▶ [Instructions for the task]: All records given below must be printed word for word.

++++++

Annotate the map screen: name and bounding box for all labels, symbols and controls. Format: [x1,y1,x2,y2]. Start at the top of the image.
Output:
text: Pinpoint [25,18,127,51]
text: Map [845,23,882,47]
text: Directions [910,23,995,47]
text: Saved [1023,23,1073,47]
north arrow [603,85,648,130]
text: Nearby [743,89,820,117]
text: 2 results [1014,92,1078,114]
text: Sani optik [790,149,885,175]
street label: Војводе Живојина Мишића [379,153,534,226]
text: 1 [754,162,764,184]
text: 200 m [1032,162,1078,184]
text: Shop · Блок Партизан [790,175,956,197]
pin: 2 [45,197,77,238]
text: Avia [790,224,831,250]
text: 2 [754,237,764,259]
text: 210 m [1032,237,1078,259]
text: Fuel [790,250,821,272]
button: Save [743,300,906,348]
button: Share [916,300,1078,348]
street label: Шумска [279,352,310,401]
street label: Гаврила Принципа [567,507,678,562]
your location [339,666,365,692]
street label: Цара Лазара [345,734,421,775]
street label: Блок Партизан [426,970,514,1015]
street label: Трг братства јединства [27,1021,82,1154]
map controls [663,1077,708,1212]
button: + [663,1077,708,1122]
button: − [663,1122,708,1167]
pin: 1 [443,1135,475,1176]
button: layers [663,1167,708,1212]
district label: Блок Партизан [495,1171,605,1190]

++++++

▶ [Completed task]:
Annotate the map screen: name and bounding box for all labels, symbols and controls. Format: [x1,y1,x2,y2]. Start at the top of the image.
Output:
text: Pinpoint [25,18,127,51]
text: Map [845,23,882,47]
text: Directions [910,23,995,47]
text: Saved [1023,23,1073,47]
north arrow [603,85,648,130]
text: Nearby [743,89,820,117]
text: 2 results [1014,92,1078,114]
text: Sani optik [790,149,885,175]
street label: Војводе Живојина Мишића [379,153,534,226]
text: 1 [754,162,764,184]
text: 200 m [1032,162,1078,184]
text: Shop · Блок Партизан [790,175,956,197]
pin: 2 [45,197,77,238]
text: Avia [790,224,831,250]
text: 2 [754,237,764,259]
text: 210 m [1032,237,1078,259]
text: Fuel [790,250,821,272]
button: Save [743,300,906,348]
button: Share [916,300,1078,348]
street label: Шумска [279,352,310,401]
street label: Гаврила Принципа [567,507,678,562]
your location [339,666,365,692]
street label: Цара Лазара [345,734,421,775]
street label: Блок Партизан [426,970,514,1015]
street label: Трг братства јединства [27,1021,82,1154]
map controls [663,1077,708,1212]
button: + [663,1077,708,1122]
button: − [663,1122,708,1167]
pin: 1 [443,1135,475,1176]
button: layers [663,1167,708,1212]
district label: Блок Партизан [495,1171,605,1190]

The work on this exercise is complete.